What is Ave Maria malware?
Ave Maria is a remote access Trojan, infostealer, and keylogger. It is malware that attackers can use to gain remote control of machines that it infects. When researchers first discovered this Trojan, it was thought to be rather simplistic. However, later samples surprise with advanced functions.
The malware is available in the form of a one or three months subscription and can be freely purchased from the attackers, which is typical for this type of virus. Users can also purchase a dynamic DNS server from the same distributor to complete the package.
General description of Ave Maria malware
Ave Maria is a modular RAT with an advanced design. When it was first discovered, researchers believed that the malware is fairly simple and won't follow Ryuk ransomware's story. After the later analysis, it was revealed that this virus has advanced functions under its hood, such as privilege escalation and remote camera control.
According to the analysis, Ave Maria Trojan is capable of stealing a wide range of data from infected machines. Even such well-protected information such as credentials stored in Mozilla Firefox is not safe despite the utilized PK11 encryption.
However, some parts of the malware appear to be unfinished. And it looks like the authors are still working on expanding its functionality even further. Considering how effective this RAT already is, this idea is nothing but worrying.
Ave Maria Trojan uses a DLL hijacking exploit that, at this point, doesn’t have a foreseeable fix. It allows the malware to escalate privileges of a Windows process and enable a malicious process to gain administrative control of an infected machine. Unfortunately, the malware is also capable of avoiding detection on many target machines.
Once the malware achieves this initial target, it downloads additional plugins and even other viruses like Lokibot to the machine.
Interactive analysis of Ave Maria malware
A video recorded in the ANY.RUN malware hunting service displays the execution process of Ave Maria. Users can utilize this information to perform a deep analysis of how this malware functions under the hood.
Figure 1: Shows the graph of processes generated by the ANY.RUN malware hunting service.
Figure 2: ANY.RUN allows creating customizable text reports that contain detailed and nicely structured information. This function is perfect for making presentations.
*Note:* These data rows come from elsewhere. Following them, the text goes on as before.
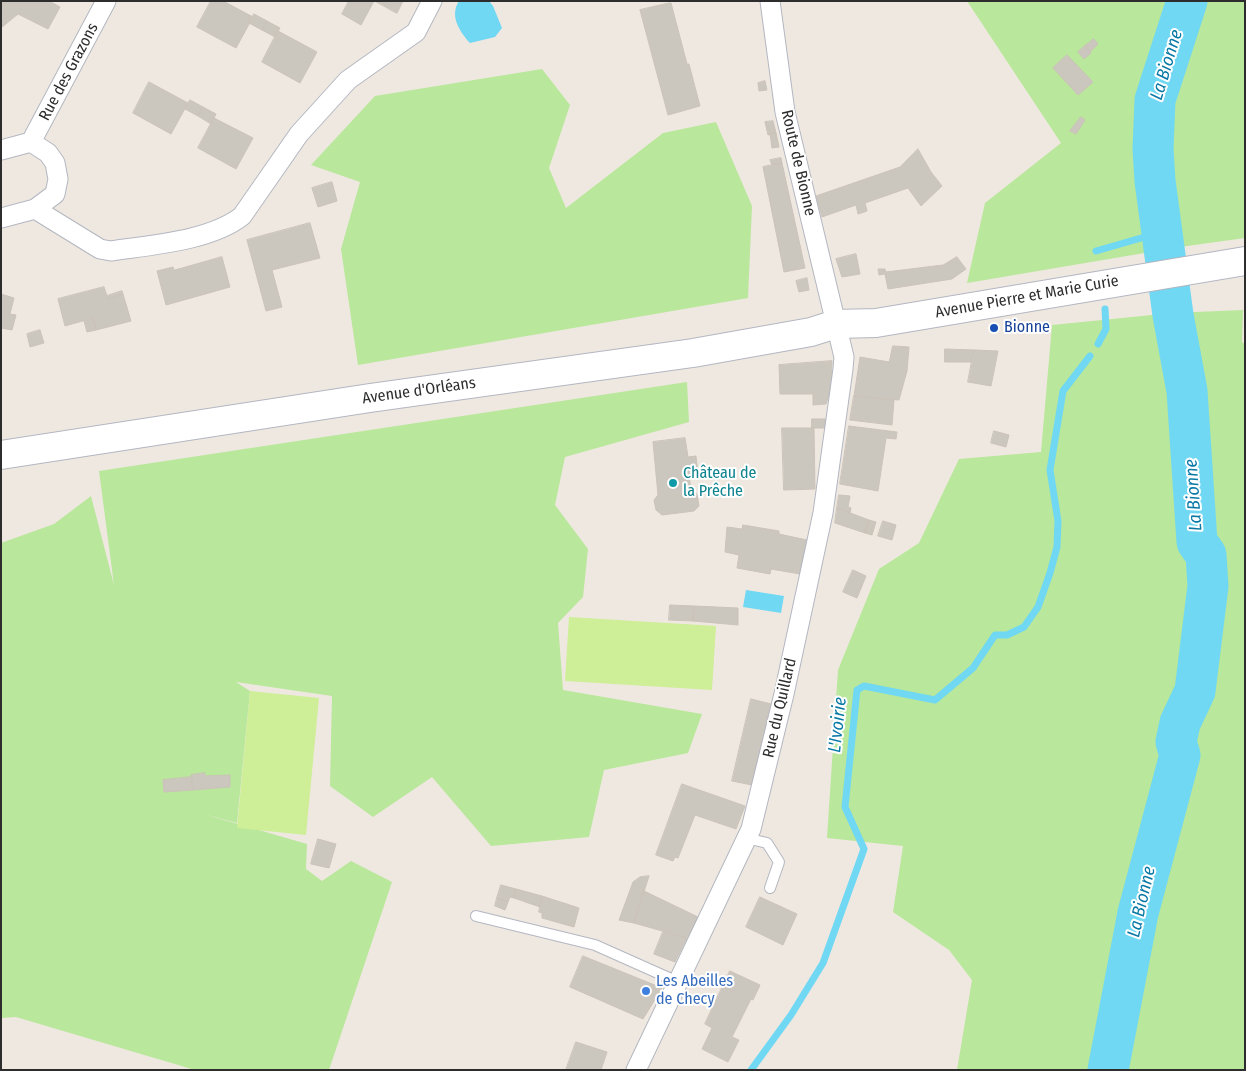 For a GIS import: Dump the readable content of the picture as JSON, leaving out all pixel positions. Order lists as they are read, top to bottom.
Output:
{
  "streets": {
    "main road": ["Avenue Pierre et Marie Curie", "Avenue d'Orléans"],
    "street": ["Rue des Grazons", "Route de Bionne", "Rue du Quillard"]
  },
  "crossings": [
    ["Route de Bionne", "Avenue Pierre et Marie Curie"],
    ["Route de Bionne", "Avenue d'Orléans"],
    ["Route de Bionne", "Rue du Quillard"],
    ["Avenue Pierre et Marie Curie", "Avenue d'Orléans"],
    ["Avenue Pierre et Marie Curie", "Rue du Quillard"],
    ["Avenue d'Orléans", "Rue du Quillard"]
  ],
  "water": ["La Bionne", "L'Ivoirie"],
  "places": ["Bionne", "Château de la Prêche", "Les Abeilles de Checy"]
}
Ave Maria malware execution process
Based on the analysis, the Ave Maria RAT execution process can vary a little differently from one version to another. Since the main vector of this malware’s distribution is malicious spam email campaigns, it usually exploits CVE-2017-11882 (Microsoft Equation Editor) vulnerability but can infect a system in several other ways.
In the analyzed sample, Maldoc gets downloaded and executed through macro. Then, the malware copies and runs itself from the %temp% directory. Ave Maria Trojan changes the autorun value in the registry and creates a scheduled task to establish persistence. The malware uses pkgmgr.exe to load a malicious DLL (dismcore.dll) that starts a malware instance with higher privileges for privilege escalation. Also, the virus often injects into the explorer.exe process.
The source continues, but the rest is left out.